Preludes For Memnon, LVI
~ by Conrad Aiken
Rimbaud and Verlaine, precious pair of poets,
Genius in both — but what is genius? — playing
Chess on a marble table at an inn
With chestnut blossom falling in blond beer
And on their hair and between knight and bishop —
Sunlight squared between them on the chessboard,
Cirrus in heaven, and a squeal of music
Blown from the leathern door of Ste. Sulpice —
Discussing, between moves, iamb and spondee,
Anacoluthon and open vowel,
God the great peacock with his angel peacocks
And his dependent peacocks, the bright stars:
Disputing too of fate as Plato loved it,
Or Sophocles, who hated and admired,
Or Socrates, who loved and was amused:
Verlaine puts down his pawn upon a leaf
And closes his long eyes, which are dishonest,
And says “Rimbaud, there is one thing to do:
We must take rhetoric and wring its neck!…”

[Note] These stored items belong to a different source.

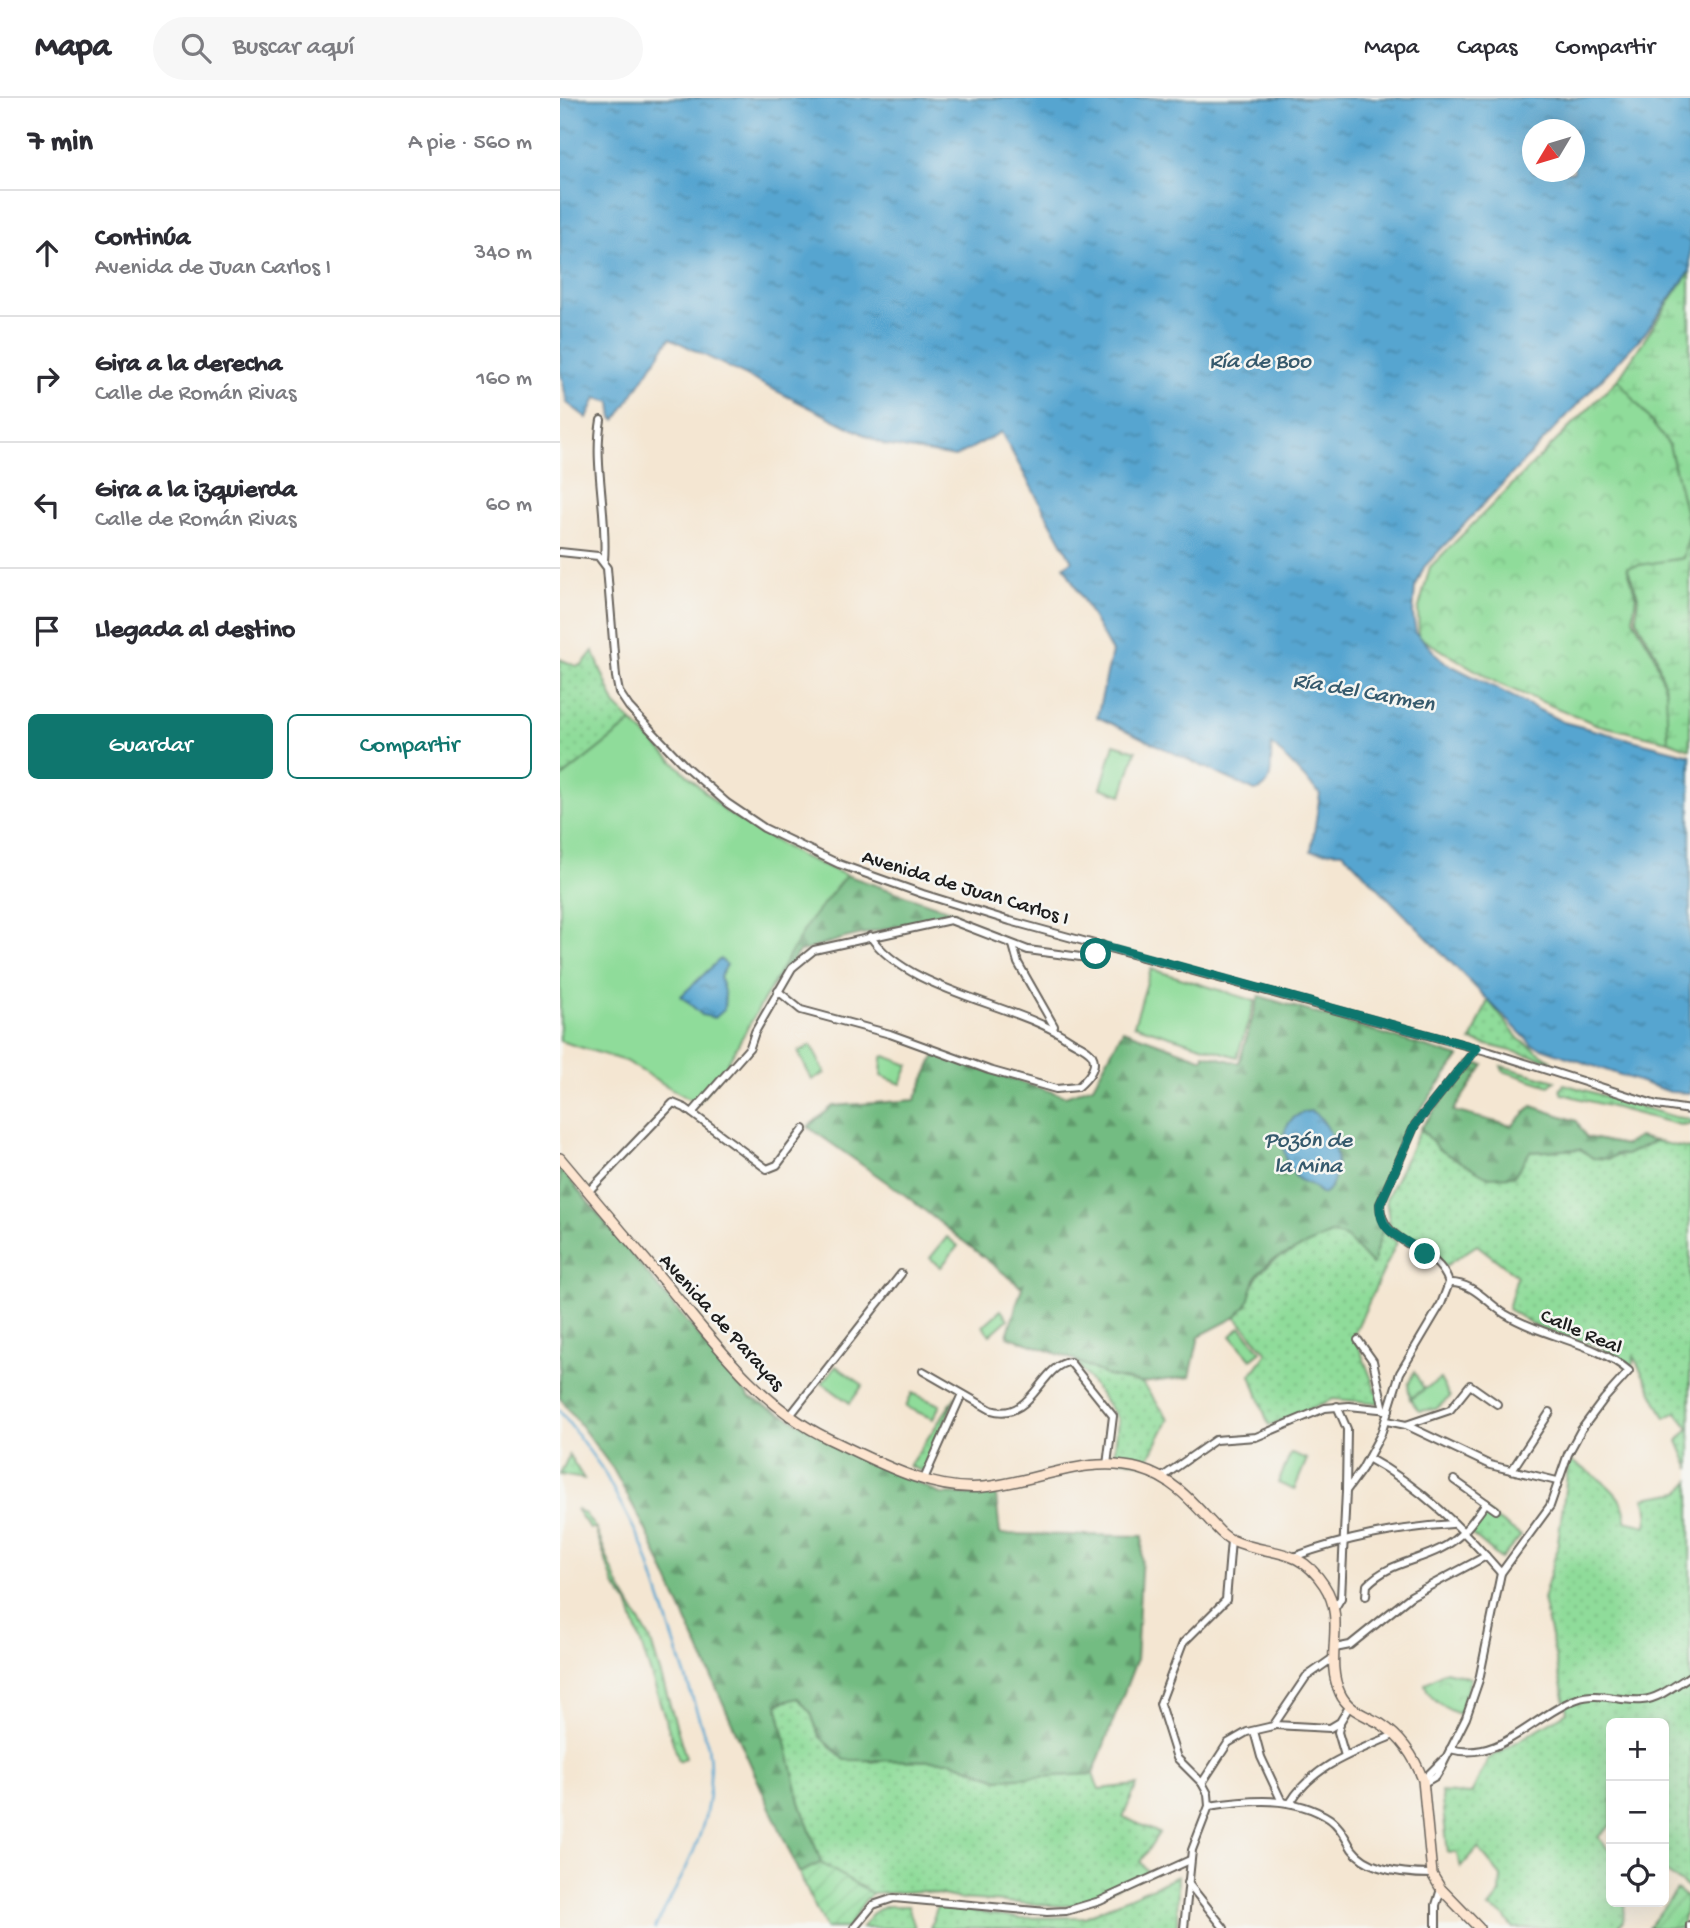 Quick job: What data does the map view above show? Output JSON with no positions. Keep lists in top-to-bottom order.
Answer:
{
  "streets": {
    "street": ["Avenida de Juan Carlos I", "Avenida de Parayas", "Calle Real"]
  },
  "water": ["Ría de Boo", "Ría del Carmen", "Pozón de la Mina"],
  "north": "bottom left",
  "page": {
    "header": "Mapa",
    "search": "Buscar aquí",
    "nav": ["Mapa", "Capas", "Compartir"],
    "heading": ["7 min", "A pie · 560 m"],
    "list": [
      ["Continúa", "Avenida de Juan Carlos I", "340 m"],
      ["Gira a la derecha", "Calle de Román Rivas", "160 m"],
      ["Gira a la izquierda", "Calle de Román Rivas", "60 m"],
      "Llegada al destino"
    ],
    "buttons": ["Guardar", "Compartir"],
    "map_buttons": ["+", "−"]
  }
} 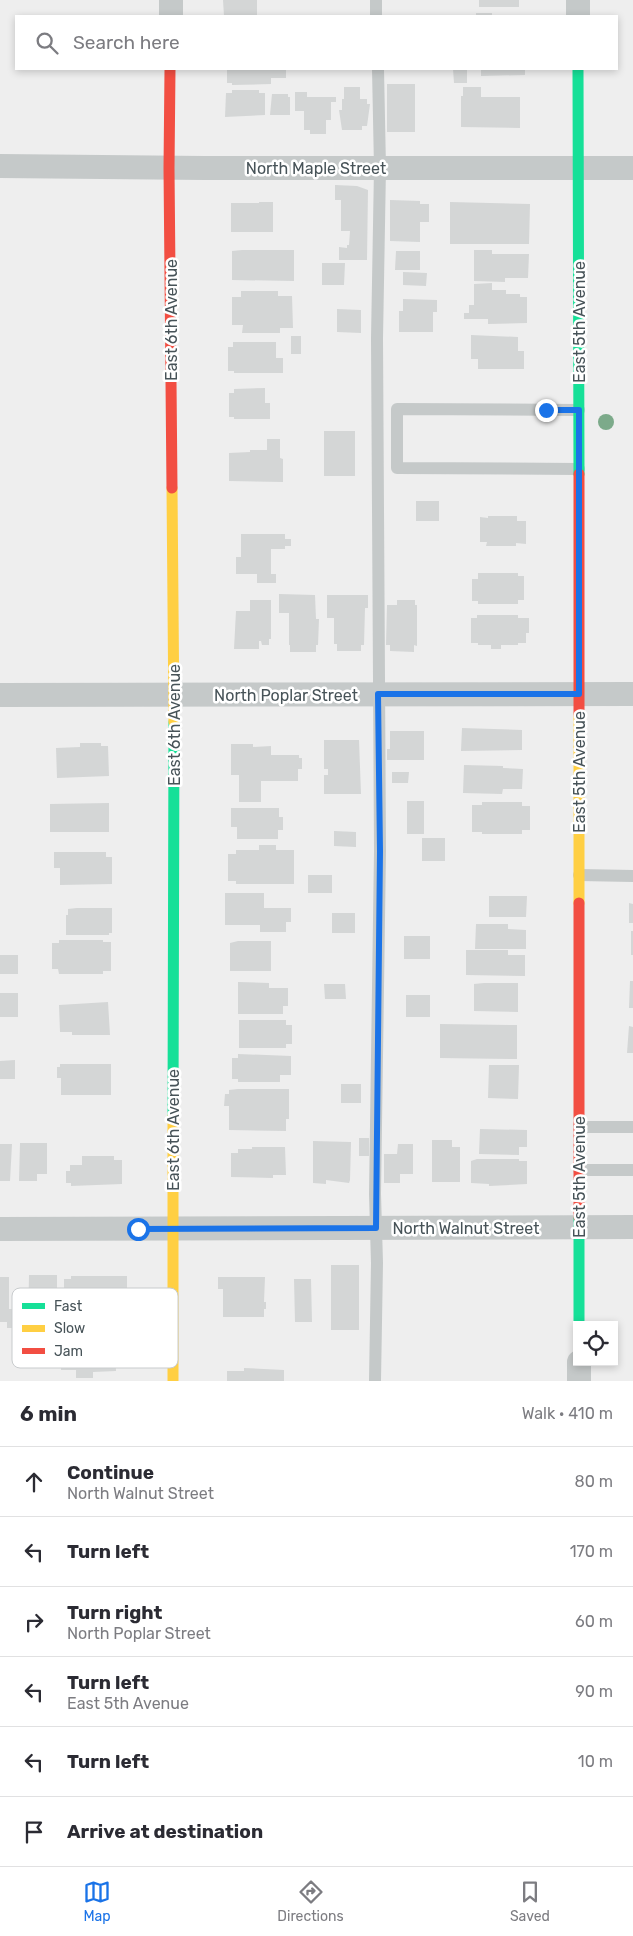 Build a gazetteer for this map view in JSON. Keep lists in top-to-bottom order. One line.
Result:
{"streets":{"street":["North Maple Street","East 6th Avenue","East 5th Avenue","North Poplar Street","North Walnut Street"]},"crossings":[["North Maple Street","East 6th Avenue"],["North Maple Street","East 5th Avenue"],["East 6th Avenue","North Poplar Street"],["East 6th Avenue","North Walnut Street"],["East 5th Avenue","North Poplar Street"],["East 5th Avenue","North Walnut Street"]],"legend":["Fast","Slow","Jam"],"page":{"search":"Search here","heading":["6 min","Walk · 410 m"],"list":[["Continue","North Walnut Street","80 m"],["Turn left","170 m"],["Turn right","North Poplar Street","60 m"],["Turn left","East 5th Avenue","90 m"],["Turn left","10 m"],"Arrive at destination"],"nav":["Map","Directions","Saved"]}} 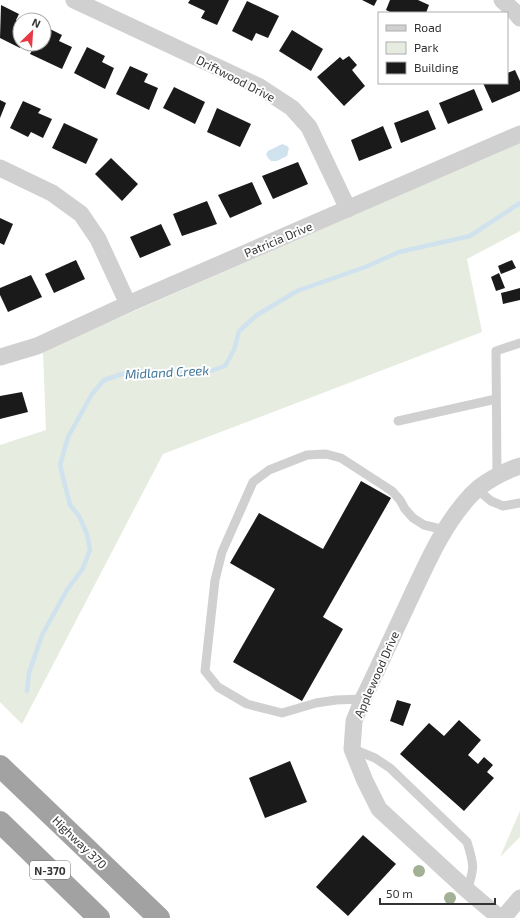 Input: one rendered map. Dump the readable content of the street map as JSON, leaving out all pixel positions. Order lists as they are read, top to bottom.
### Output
{
  "streets": {
    "highway": ["Highway 370", "N-370"],
    "street": ["Driftwood Drive", "Patricia Drive", "Applewood Drive"]
  },
  "crossings": [
    ["Driftwood Drive", "Patricia Drive"]
  ],
  "water": ["Midland Creek"],
  "legend": ["Road", "Park", "Building"],
  "scale_bar": "50 m",
  "north": "top right"
} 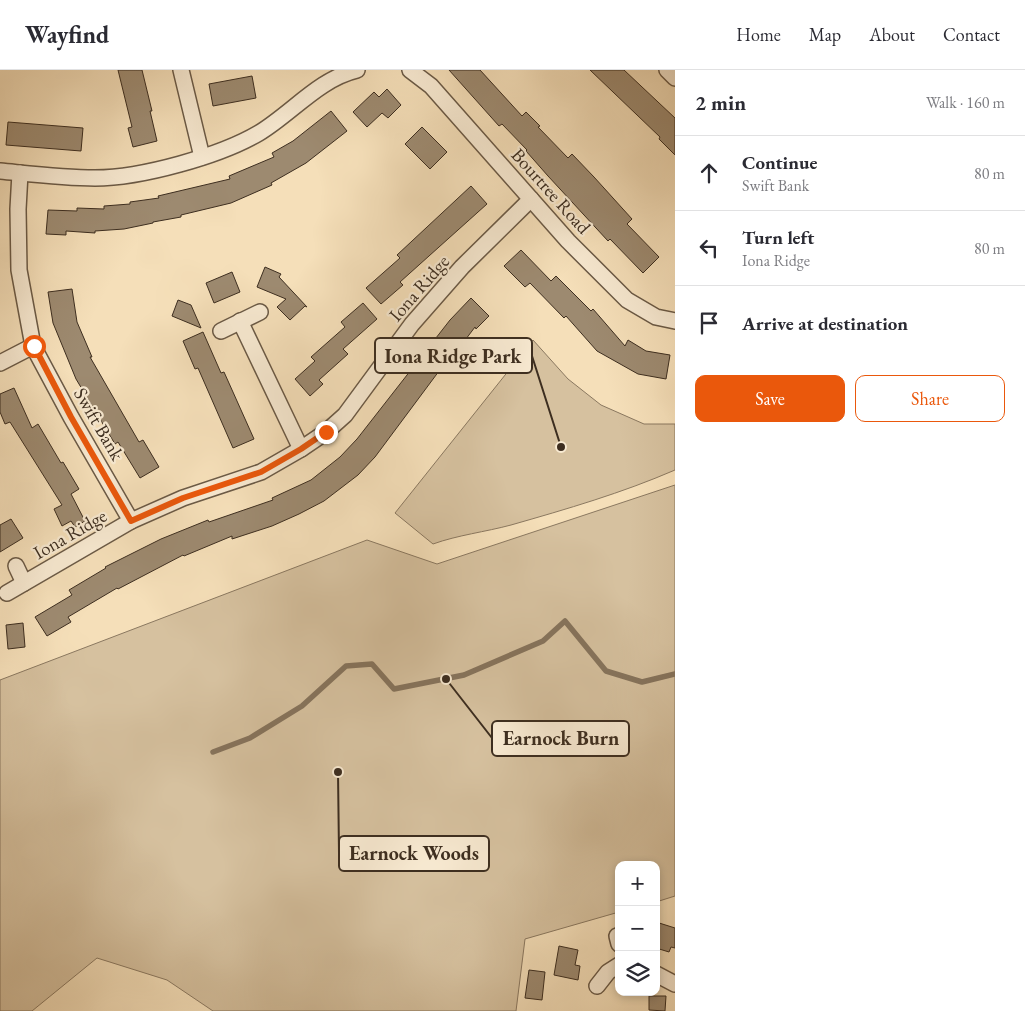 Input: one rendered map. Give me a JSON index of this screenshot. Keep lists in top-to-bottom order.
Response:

Rimbaud considers gravely, moves his Queen;
And then removes himself to Timbuctoo.
And Verlaine dead — with all his jades and mauves;
And Rimbaud dead in Marseilles with a vision,
His leg cut off, as once before his heart;
And all reported by a later lackey,
Whose virtue is his tardiness in time.
Let us describe the evening as it is —
The stars disposed in heavens as they are:
Verlaine and Shakespeare rotting, where they rot,
Rimbaud remembered, and too soon forgot;
Order in all things, logic in the dark;
Arrangement in the atom and the spark;
Time in the heart and sequence in the brain —
Such as destroyed Rimbaud and fooled Verlaine.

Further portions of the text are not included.